#### DATA SUPPLIED
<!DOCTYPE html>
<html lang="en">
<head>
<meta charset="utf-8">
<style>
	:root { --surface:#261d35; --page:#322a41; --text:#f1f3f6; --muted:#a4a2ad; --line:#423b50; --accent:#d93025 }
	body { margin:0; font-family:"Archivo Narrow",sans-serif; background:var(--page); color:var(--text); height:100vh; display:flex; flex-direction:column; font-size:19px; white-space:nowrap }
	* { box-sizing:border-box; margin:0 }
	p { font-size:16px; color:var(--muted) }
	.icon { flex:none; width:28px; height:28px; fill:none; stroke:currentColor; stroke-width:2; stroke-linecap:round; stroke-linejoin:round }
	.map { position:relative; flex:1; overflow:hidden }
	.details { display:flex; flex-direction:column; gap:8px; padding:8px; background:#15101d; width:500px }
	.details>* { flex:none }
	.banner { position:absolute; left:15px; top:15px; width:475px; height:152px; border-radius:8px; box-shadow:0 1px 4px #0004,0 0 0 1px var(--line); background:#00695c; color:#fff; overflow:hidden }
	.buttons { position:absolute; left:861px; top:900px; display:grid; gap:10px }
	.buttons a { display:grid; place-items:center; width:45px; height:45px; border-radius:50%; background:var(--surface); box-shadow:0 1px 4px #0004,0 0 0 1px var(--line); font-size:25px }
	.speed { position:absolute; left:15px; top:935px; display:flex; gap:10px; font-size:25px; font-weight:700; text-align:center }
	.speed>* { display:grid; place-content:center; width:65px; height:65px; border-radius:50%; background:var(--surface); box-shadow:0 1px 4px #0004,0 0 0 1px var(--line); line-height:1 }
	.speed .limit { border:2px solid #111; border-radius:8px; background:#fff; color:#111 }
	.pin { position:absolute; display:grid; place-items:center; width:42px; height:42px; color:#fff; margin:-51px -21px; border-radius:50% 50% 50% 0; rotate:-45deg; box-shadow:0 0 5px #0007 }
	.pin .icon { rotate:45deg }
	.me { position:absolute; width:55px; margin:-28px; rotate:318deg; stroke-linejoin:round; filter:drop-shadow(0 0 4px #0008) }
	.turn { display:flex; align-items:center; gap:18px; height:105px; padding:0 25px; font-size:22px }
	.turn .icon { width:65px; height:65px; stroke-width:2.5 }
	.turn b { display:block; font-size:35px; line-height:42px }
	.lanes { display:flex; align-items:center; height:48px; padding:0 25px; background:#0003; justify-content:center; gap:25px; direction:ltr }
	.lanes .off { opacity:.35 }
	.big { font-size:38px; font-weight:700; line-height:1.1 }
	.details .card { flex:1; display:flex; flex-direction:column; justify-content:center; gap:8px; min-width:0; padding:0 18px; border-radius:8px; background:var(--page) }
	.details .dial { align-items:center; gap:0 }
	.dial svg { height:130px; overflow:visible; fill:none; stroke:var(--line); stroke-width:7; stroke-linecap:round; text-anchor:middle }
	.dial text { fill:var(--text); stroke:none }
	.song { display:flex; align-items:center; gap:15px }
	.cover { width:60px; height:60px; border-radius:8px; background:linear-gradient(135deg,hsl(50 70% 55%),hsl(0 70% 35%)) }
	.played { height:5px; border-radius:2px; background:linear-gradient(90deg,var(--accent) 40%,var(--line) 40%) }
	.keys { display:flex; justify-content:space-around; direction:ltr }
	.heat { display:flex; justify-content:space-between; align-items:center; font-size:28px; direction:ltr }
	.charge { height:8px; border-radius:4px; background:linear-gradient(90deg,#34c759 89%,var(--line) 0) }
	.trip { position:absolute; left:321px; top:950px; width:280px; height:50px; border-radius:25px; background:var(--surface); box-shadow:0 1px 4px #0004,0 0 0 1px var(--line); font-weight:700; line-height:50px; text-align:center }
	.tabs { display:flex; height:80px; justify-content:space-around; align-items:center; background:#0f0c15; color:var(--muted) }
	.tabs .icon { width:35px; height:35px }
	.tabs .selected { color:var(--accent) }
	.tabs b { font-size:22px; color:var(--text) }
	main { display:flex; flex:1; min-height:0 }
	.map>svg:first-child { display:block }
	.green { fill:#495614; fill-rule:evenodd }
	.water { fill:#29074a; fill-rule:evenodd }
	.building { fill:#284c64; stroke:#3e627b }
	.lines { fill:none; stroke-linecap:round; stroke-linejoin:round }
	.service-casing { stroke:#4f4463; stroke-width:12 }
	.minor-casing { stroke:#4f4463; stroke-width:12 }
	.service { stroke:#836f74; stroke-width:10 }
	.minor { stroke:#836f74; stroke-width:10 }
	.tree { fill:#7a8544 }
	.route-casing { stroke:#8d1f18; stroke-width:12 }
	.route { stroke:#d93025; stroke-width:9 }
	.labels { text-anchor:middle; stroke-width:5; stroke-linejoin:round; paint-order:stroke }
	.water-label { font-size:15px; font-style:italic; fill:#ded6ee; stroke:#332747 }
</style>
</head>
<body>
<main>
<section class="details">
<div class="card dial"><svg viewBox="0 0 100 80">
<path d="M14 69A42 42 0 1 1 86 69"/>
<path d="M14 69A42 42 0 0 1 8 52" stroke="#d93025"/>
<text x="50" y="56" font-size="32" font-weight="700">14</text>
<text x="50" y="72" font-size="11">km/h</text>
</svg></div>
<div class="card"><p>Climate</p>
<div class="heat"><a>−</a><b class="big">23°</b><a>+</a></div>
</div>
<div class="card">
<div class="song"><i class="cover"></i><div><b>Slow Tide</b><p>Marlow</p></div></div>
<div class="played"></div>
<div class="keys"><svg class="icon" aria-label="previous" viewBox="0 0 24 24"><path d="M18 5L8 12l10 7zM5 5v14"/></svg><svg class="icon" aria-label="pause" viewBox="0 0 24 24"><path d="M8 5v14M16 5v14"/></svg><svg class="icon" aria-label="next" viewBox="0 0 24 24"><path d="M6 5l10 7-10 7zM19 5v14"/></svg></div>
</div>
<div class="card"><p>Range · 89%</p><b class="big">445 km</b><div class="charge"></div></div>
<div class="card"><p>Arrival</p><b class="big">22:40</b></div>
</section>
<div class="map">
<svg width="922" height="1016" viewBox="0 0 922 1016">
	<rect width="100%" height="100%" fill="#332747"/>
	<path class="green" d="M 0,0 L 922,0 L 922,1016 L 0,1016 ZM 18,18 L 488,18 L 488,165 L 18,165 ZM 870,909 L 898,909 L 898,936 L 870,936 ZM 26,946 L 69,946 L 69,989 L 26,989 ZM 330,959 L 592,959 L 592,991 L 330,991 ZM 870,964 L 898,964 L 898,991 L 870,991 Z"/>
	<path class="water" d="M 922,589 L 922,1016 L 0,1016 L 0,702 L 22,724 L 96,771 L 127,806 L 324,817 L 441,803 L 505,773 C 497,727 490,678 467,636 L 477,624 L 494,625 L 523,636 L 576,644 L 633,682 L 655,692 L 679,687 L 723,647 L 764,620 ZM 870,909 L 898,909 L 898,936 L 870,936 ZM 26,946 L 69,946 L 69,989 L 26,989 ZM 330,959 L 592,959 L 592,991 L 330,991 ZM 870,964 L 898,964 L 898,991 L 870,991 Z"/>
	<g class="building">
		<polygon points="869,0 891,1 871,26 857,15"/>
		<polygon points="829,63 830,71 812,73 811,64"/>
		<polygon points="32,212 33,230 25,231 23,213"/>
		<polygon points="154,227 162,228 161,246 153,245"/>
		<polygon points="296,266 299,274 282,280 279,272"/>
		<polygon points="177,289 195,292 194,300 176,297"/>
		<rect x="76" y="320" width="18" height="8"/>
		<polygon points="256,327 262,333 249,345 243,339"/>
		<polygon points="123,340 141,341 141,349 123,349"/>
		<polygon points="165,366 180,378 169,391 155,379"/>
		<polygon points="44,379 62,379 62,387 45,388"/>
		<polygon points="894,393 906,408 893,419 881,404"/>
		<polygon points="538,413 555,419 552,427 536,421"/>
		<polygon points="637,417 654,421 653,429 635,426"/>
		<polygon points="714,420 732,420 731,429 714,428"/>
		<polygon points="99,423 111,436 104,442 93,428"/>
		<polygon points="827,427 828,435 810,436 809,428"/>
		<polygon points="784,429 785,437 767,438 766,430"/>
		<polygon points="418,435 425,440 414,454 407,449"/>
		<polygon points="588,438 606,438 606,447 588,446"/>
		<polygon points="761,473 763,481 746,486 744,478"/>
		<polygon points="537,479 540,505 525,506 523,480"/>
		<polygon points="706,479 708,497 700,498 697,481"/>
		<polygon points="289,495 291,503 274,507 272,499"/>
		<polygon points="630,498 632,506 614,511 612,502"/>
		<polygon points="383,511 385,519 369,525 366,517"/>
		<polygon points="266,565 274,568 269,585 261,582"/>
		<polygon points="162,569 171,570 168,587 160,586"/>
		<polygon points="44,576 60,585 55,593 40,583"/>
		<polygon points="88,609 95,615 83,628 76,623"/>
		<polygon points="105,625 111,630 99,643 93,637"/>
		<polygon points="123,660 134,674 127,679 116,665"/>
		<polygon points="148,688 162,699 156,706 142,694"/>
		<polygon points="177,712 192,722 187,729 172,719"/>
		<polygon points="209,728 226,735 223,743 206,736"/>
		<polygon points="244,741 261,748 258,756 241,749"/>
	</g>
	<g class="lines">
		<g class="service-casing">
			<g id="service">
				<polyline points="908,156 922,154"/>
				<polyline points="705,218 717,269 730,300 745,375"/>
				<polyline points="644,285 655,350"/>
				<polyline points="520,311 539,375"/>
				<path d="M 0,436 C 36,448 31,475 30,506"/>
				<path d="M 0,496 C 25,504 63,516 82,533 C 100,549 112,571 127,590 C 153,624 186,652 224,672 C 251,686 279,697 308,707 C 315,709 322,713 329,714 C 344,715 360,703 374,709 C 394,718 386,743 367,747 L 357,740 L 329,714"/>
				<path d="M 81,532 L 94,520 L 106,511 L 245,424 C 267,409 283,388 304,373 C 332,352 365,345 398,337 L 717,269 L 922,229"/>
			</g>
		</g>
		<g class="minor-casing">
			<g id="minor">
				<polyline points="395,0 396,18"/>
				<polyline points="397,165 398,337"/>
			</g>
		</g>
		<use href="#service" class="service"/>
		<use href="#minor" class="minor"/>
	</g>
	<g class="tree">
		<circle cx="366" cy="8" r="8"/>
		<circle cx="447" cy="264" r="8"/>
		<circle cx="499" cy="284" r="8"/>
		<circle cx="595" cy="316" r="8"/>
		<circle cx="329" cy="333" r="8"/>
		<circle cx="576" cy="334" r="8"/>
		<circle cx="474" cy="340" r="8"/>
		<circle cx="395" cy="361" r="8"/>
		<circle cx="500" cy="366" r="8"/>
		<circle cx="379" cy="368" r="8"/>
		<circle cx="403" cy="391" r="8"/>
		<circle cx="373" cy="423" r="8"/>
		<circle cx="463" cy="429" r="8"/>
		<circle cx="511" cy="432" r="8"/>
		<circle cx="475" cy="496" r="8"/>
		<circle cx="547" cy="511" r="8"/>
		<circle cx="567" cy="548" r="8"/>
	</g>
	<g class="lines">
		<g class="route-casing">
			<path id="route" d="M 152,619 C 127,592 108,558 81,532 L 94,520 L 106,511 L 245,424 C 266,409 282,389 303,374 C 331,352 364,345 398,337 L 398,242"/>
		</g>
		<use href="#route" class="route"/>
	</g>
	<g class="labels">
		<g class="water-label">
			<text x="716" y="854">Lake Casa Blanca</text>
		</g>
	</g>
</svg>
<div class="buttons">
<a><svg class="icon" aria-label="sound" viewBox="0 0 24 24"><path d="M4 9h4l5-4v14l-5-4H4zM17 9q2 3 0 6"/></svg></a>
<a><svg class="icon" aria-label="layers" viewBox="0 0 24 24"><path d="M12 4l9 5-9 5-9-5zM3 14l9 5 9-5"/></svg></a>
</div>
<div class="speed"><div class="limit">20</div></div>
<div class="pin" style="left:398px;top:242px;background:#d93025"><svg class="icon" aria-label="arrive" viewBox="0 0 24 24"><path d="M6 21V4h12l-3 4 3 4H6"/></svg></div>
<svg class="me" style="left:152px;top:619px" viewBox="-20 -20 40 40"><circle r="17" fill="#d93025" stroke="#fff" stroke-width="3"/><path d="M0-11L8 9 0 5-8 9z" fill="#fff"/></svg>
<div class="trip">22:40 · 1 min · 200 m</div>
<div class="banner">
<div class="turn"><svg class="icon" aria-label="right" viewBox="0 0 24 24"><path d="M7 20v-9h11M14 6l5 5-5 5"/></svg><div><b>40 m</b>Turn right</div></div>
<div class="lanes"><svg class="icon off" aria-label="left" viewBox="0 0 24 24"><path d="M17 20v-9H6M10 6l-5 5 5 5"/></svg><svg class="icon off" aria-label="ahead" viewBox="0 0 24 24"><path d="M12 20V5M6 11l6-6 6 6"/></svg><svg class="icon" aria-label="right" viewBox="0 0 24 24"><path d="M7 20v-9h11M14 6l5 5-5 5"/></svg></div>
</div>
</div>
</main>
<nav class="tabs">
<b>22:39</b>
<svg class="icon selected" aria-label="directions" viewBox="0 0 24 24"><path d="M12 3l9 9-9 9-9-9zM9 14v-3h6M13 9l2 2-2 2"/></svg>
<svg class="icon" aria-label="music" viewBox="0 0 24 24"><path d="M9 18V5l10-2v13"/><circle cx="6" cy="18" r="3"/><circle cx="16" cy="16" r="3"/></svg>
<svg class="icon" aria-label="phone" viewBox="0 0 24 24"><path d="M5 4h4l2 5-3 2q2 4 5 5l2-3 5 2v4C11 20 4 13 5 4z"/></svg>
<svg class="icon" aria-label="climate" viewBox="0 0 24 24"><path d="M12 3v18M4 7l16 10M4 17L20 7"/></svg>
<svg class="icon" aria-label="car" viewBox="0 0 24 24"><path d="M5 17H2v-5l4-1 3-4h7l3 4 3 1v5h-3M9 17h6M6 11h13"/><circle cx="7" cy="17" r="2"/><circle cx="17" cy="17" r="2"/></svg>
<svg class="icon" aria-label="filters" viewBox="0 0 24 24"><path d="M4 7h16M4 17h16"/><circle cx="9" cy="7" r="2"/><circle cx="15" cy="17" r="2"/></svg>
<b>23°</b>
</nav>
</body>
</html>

#### AIM OF THE TASK
Please copy exactly the lines from the first line of the records above through the line containing "--surface:#261d35; --page:#322a41; --text:#f1f3f6;", including both, and nothing more.

#### RESULT OF THIS TASK
<!DOCTYPE html>
<html lang="en">
<head>
<meta charset="utf-8">
<style>
	:root { --surface:#261d35; --page:#322a41; --text:#f1f3f6; --muted:#a4a2ad; --line:#423b50; --accent:#d93025 }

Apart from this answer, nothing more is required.